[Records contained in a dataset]
* * *
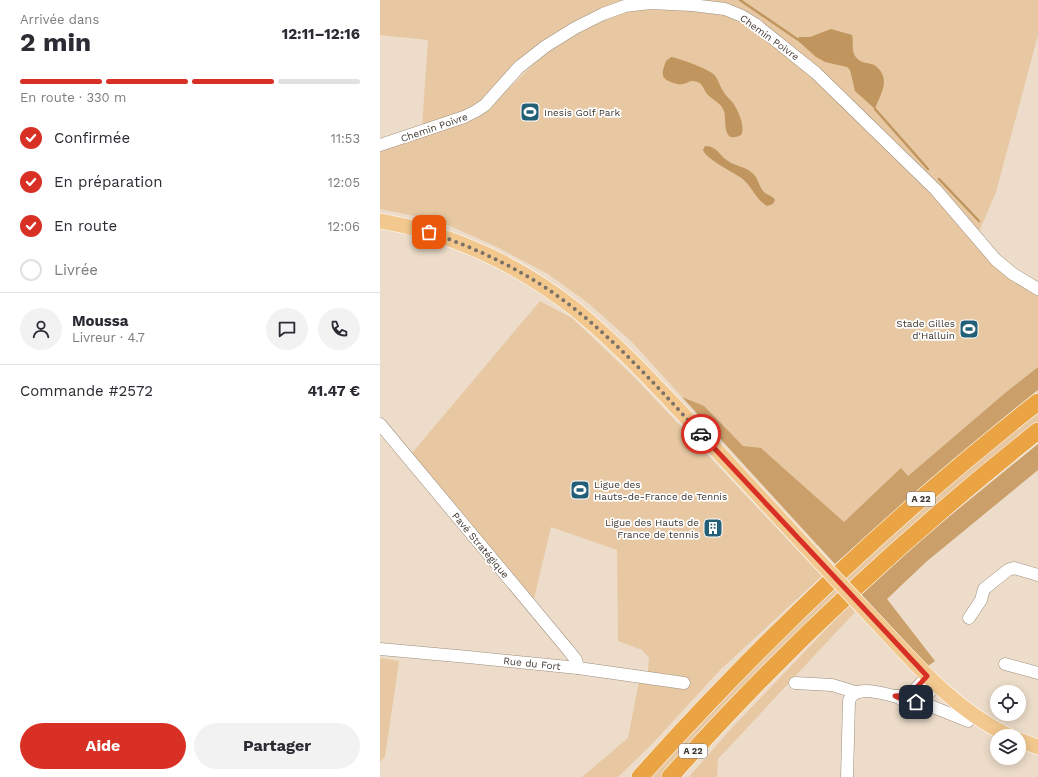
<!DOCTYPE html>
<html lang="fr">
<head>
<meta charset="utf-8">
<style>
  :root { --surface:#fff; --page:#f2f2f3; --text:#2b2b33; --muted:#7c7c81; --line:#e1e1e2; --accent:#d93025 }
  body { margin:0; font-family:"Work Sans",sans-serif; background:var(--page); color:var(--text); height:100vh; display:flex; flex-direction:column; font-size:15px; white-space:nowrap }
  * { box-sizing:border-box; margin:0 }
  p { font-size:13px; color:var(--muted) }
  .icon { flex:none; width:22px; height:22px; fill:none; stroke:currentColor; stroke-width:2; stroke-linecap:round; stroke-linejoin:round }
  .map { position:relative; flex:1; overflow:hidden }
  .side { display:flex; flex-direction:column; background:var(--surface); width:380px }
  .side>* { flex:none }
  .controls { position:absolute; left:610px; top:685px; display:grid; gap:8px }
  .controls a { display:grid; place-items:center; width:36px; height:36px; border-radius:50%; background:var(--surface); box-shadow:0 2px 10px #0003; font-size:20px }
  .pin { position:absolute; display:grid; place-items:center; width:34px; height:34px; color:#fff; margin:-17px; border-radius:8px; box-shadow:0 2px 6px #0006 }
  .courier { position:absolute; display:grid; place-items:center; width:40px; height:40px; margin:-20px; border:3px solid #d93025; border-radius:50%; background:#fff; color:#222; box-shadow:0 1px 5px #0007 }
  .headline em { font-style:normal; font-weight:700 }
  .headline div { display:flex; flex-direction:column-reverse }
  .headline { display:flex; align-items:center; justify-content:space-between; height:68px; padding:0 20px }
  h1 { font-size:26px; font-weight:700; line-height:30px }
  .bar { display:grid; grid-template-columns:repeat(4,1fr); gap:6px 4px; align-content:center; height:48px; padding:0 20px }
  .bar i { height:5px; border-radius:3px; background:var(--line) }
  .bar .active { background:var(--accent) }
  .bar p { grid-column:span 4 }
  .line { display:flex; align-items:center; gap:10px; padding:0 20px; border-top:1px solid var(--line) }
  .line div { flex:1 }
  .round { display:grid; place-items:center; flex:none; width:42px; height:42px; border-radius:21px; background:var(--page) }
  ol { padding:0 20px; list-style:none }
  li { display:flex; align-items:center; gap:12px; height:44px }
  li p { margin-inline-start:auto }
  li .icon { padding:4px; border-radius:50%; background:var(--accent); color:#fff; stroke-width:4 }
  li:last-child { color:var(--muted) }
  li i { width:22px; height:22px; border:2px solid var(--line); border-radius:50% }
  .cta { display:flex; gap:8px; margin-top:auto; padding:8px 20px }
  .cta a { flex:1; height:46px; border-radius:24px; background:var(--accent); color:#fff; font-size:16px; font-weight:700; line-height:46px; text-align:center }
  .cta a+a { background:var(--page); color:var(--text) }
  main { display:flex; flex:1; min-height:0 }
  .map>svg:first-child { display:block }
  .green { fill:#e7c8a2 }
  .forest { fill:#cb9f69 }
  .water { fill:#c0955e }
  .lines { fill:none; stroke-linecap:round; stroke-linejoin:round }
  .stream { stroke:#c0955e; stroke-width:2.5 }
  .minor-casing { stroke:#9e8f7e; stroke-width:13 }
  .major-casing { stroke:#fff; stroke-width:16 }
  .highway-casing { stroke:#fff; stroke-width:18 }
  .minor { stroke:#fff; stroke-width:12 }
  .major { stroke:#f2c88f; stroke-width:15 }
  .highway { stroke:#eaa444; stroke-width:17 }
  .major-bridge-casing { stroke:#fff; stroke-width:16; stroke-linecap:butt }
  .major-bridge { stroke:#f2c88f; stroke-width:15 }
  .done { stroke:#7b7166; stroke-width:4; stroke-dasharray:0 7.2 }
  .route { stroke:#d93025; stroke-width:5 }
  .labels { text-anchor:middle; stroke-width:3.5; stroke-linejoin:round; paint-order:stroke }
  .shield { fill:#fff; stroke:#78736e; stroke-width:1 }
  .shield-label { font-size:9px; font-weight:bold; fill:#3e3730 }
  .street-label { font-size:10px; fill:#3e3730; stroke:#fff }
  .poi-label { font-size:10px; fill:#3e3730; stroke:#fff; text-anchor:start }
</style>
</head>
<body>
<main>
<section class="side">
<div class="headline"><div><h1>2 min</h1><p>Arrivée dans</p></div><em>12:11–12:16</em></div>
<div class="bar"><i class="active"></i><i class="active"></i><i class="active"></i><i></i><p>En route · 330 m</p></div>
<ol>
<li><svg class="icon" aria-label="check" viewBox="0 0 24 24"><path d="M5 12l5 5 9-10"/></svg>Confirmée<p>11:53</p></li>
<li><svg class="icon" aria-label="check" viewBox="0 0 24 24"><path d="M5 12l5 5 9-10"/></svg>En préparation<p>12:05</p></li>
<li><svg class="icon" aria-label="check" viewBox="0 0 24 24"><path d="M5 12l5 5 9-10"/></svg>En route<p>12:06</p></li>
<li><i></i>Livrée</li>
</ol>
<div class="line" style="height:72px"><a class="round"><svg class="icon" aria-label="person" viewBox="0 0 24 24"><circle cx="12" cy="8" r="4"/><path d="M4 21q1-7 8-7t8 7"/></svg></a><div><b>Moussa</b><p>Livreur · 4.7</p></div><a class="round"><svg class="icon" aria-label="chat" viewBox="0 0 24 24"><path d="M4 5h16v11H9l-5 4z"/></svg></a><a class="round"><svg class="icon" aria-label="phone" viewBox="0 0 24 24"><path d="M5 4h4l2 5-3 2q2 4 5 5l2-3 5 2v4C11 20 4 13 5 4z"/></svg></a></div>
<div class="line" style="height:52px"><div>Commande #2572</div><b>41.47 €</b></div>
<div class="cta"><a>Aide</a><a>Partager</a></div>
</section>
<div class="map">
<svg width="658" height="777" viewBox="0 0 658 777">
  <rect width="100%" height="100%" fill="#ecdcc9"/>
  <g class="green">
    <polygon points="0,0 658,0 658,35 616,192 598,234 611,249 631,268 658,284 658,367 625,393 528,476 521,469 438,546 251,341 208,303 168,274 115,246 59,221 0,209 0,150 25,143 95,117 109,108 172,46 205,28 248,6 248,1 207,17 165,39 137,64 98,106 89,111 42,127 48,40 0,35"/>
    <polygon points="160,301 192,318 253,376 442,576 340,670 273,743 238,777 202,777 248,738 259,681 267,682 269,658 262,650 238,641 237,550 171,527 154,599 32,453"/>
    <polygon points="658,410 658,424 282,777 268,777 335,704 497,543"/>
    <polygon points="469,605 475,612 338,759 337,777 309,777 350,730"/>
    <polygon points="0,658 19,661 5,757 0,762"/>
  </g>
  <g class="forest">
    <path d="M658,367v23c-70,56 -136,115 -203,174l-153,-167 22,9 39,40 18,2 83,74 57,-54 7,8 97,-83z"/>
    <polygon points="658,444 658,470 546,562 507,599 555,661 548,666 481,595 544,537"/>
  </g>
  <g class="water">
    <path d="M451,29l21,6c2,7 -1,14 3,21 5,7 9,6 16,8 3,0 6,3 8,5 11,13 1,26 -4,40l-20,-18 -5,-21 -3,-3 -22,-5 -9,-5 -19,-17 2,-3h11z"/>
    <path d="M291,57c8,1 34,11 41,16 6,4 7,12 11,18 3,5 7,8 10,12 5,7 13,25 8,32 -20,10 -14,-16 -17,-24 -3,-8 -11,-11 -16,-16 -3,-3 -4,-7 -7,-11 -2,-2 -6,-3 -9,-3 -3,0 -6,3 -9,3 -3,1 -6,0 -9,-1 -15,-4 -12,-11 -8,-22z"/>
    <path d="M325,146c11,-1 15,10 23,15 7,5 16,5 23,11 7,5 7,12 12,19 3,4 9,4 12,9l-2,4 -6,2c-12,-7 -16,-22 -27,-29 -8,-5 -35,-19 -37,-27z"/>
  </g>
  <g class="lines">
    <g class="stream">
      <polyline points="360,0 417,39"/>
      <polyline points="495,109 548,169"/>
      <polyline points="559,179 599,221"/>
    </g>
    <defs>
      <g id="minor">
        <polyline points="0,145 84,117 96,111 105,105 139,67 166,46 195,28 223,14 245,6 270,3 312,5 345,9 362,16 375,24 436,73 556,190 616,260 633,274 658,289"/>
        <polyline points="0,424 189,651 196,660 198,668"/>
        <polyline points="589,618 601,600 604,589 628,570 634,568 658,575"/>
        <polyline points="0,649 88,657 198,668 304,683"/>
        <polyline points="625,664 658,673"/>
        <polyline points="415,683 452,685 475,692"/>
        <path d="M515,696c17,0 22,-8 32,-20"/>
        <polyline points="538,701 588,721"/>
        <path d="M467,777l2,-76c5,-17 32,-8 45,-5 7,2 15,9 24,6 7,-3 13,-12 18,-18"/>
      </g>
      <g id="major">
        <path d="M0,221c71,12 140,44 196,89 44,36 82,78 121,119 41,44 82,89 123,133"/>
        <path d="M483,608c46,48 85,98 146,128"/>
        <polyline points="639,740 658,747"/>
      </g>
      <g id="highway">
        <path d="M260,777c122,-136 254,-262 398,-375"/>
        <path d="M290,777c112,-126 236,-241 368,-346"/>
      </g>
    </defs>
    <use href="#minor" class="minor-casing"/>
    <use href="#major" class="major-casing"/>
    <use href="#highway" class="highway-casing"/>
    <use href="#minor" class="minor"/>
    <use href="#major" class="major"/>
    <use href="#highway" class="highway"/>
    <defs>
      <polyline id="major-bridge" points="440,562 483,608"/>
    </defs>
    <use href="#major-bridge" class="major-bridge-casing"/>
    <use href="#major-bridge" class="major-bridge"/>
  </g>
  <g class="lines">
    <path class="done" d="M49,232c53,18 104,43 147,78 46,37 85,81 125,124"/>
    <path class="route" d="M321,434l226,242c-10,11 -16,20 -32,20l13,6h8"/>
  </g>
  <defs>
    <symbol id="stadium-square" viewBox="-11 -11 22 22"><rect x="-9" y="-9" width="18" height="18" rx="4" fill="#235f77" stroke="#fff"/><path d="M0-5a6.5 5 0 1 0 0 10a6.5 5 0 1 0 0-10ZM-3.5-1.8h7v3.6h-7Z" fill="#fff"/></symbol>
    <symbol id="building-square" viewBox="-11 -11 22 22"><rect x="-9" y="-9" width="18" height="18" rx="4" fill="#235f77" stroke="#fff"/><path d="M-4-6H4V6H1V3H-1V6H-4ZM-2.5-4.3h1.7v1.8h-1.7ZM.8-4.3h1.7v1.8H.8ZM-2.5-1h1.7V.8h-1.7ZM.8-1h1.7V.8H.8Z" fill="#fff"/></symbol>
  </defs>
  <g fill-rule="evenodd">
    <use href="#stadium-square" x="139" y="101" width="22" height="22"/>
    <use href="#stadium-square" x="578" y="318" width="22" height="22"/>
    <use href="#stadium-square" x="189" y="479" width="22" height="22"/>
    <use href="#building-square" x="322" y="517" width="22" height="22"/>
  </g>
  <g class="labels">
    <g class="shield">
      <rect x="527" y="492" width="28" height="14" rx="3"/>
      <rect x="299" y="744" width="28" height="14" rx="3"/>
    </g>
    <g class="shield-label">
      <text x="541" y="502">A 22</text>
      <text x="313" y="754">A 22</text>
    </g>
    <g class="street-label">
      <text transform="translate(390 37) rotate(36)" y="4">Chemin Poivre</text>
      <text transform="translate(54 127) rotate(-19)" y="4">Chemin Poivre</text>
      <text transform="translate(101 545) rotate(50)" y="4">Pavé Stratégique</text>
      <text transform="translate(152 663) rotate(6)" y="4">Rue du Fort</text>
    </g>
    <g class="poi-label">
      <text x="164" y="116">Inesis Golf Park</text>
      <text x="575" y="327" text-anchor="end">Stade Gilles<tspan x="575" dy="12">d'Halluin</tspan></text>
      <text x="214" y="488">Ligue des<tspan x="214" dy="12">Hauts-de-France de Tennis</tspan></text>
      <text x="319" y="526" text-anchor="end">Ligue des Hauts de<tspan x="319" dy="12">France de tennis</tspan></text>
    </g>
  </g>
</svg>
<div class="controls">
<a><svg class="icon" aria-label="locate" viewBox="0 0 24 24"><circle cx="12" cy="12" r="6"/><path d="M12 2v4M12 18v4M2 12h4M18 12h4"/></svg></a>
<a><svg class="icon" aria-label="layers" viewBox="0 0 24 24"><path d="M12 4l9 5-9 5-9-5zM3 14l9 5 9-5"/></svg></a>
</div>
<div class="pin" style="left:49px;top:232px;background:#ea580c"><svg class="icon" aria-label="bag" viewBox="0 0 24 24"><path d="M5 8h14l-1 12H6zM9 8a3 3 0 0 1 6 0"/></svg></div>
<div class="pin" style="left:536px;top:702px;background:#1f2937"><svg class="icon" aria-label="home" viewBox="0 0 24 24"><path d="M3 11l9-7 9 7M6 9v11h12V9"/></svg></div>
<div class="courier" style="left:321px;top:434px"><svg class="icon" aria-label="car" viewBox="0 0 24 24"><path d="M5 17H2v-5l4-1 3-4h7l3 4 3 1v5h-3M9 17h6M6 11h13"/><circle cx="7" cy="17" r="2"/><circle cx="17" cy="17" r="2"/></svg></div>
</div>
</main>
</body>
</html>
* * *
§ **Task brief**
When you reach the line with "fill:none; stroke-linecap:round; stroke-linejoin:round" in the records above, start writing out lines exactly, and stop once the line with "fill:#fff; stroke:#78736e; stroke-width:1" has been written; include nothing else.

§ **Expected answer**
  .lines { fill:none; stroke-linecap:round; stroke-linejoin:round }
  .stream { stroke:#c0955e; stroke-width:2.5 }
  .minor-casing { stroke:#9e8f7e; stroke-width:13 }
  .major-casing { stroke:#fff; stroke-width:16 }
  .highway-casing { stroke:#fff; stroke-width:18 }
  .minor { stroke:#fff; stroke-width:12 }
  .major { stroke:#f2c88f; stroke-width:15 }
  .highway { stroke:#eaa444; stroke-width:17 }
  .major-bridge-casing { stroke:#fff; stroke-width:16; stroke-linecap:butt }
  .major-bridge { stroke:#f2c88f; stroke-width:15 }
  .done { stroke:#7b7166; stroke-width:4; stroke-dasharray:0 7.2 }
  .route { stroke:#d93025; stroke-width:5 }
  .labels { text-anchor:middle; stroke-width:3.5; stroke-linejoin:round; paint-order:stroke }
  .shield { fill:#fff; stroke:#78736e; stroke-width:1 }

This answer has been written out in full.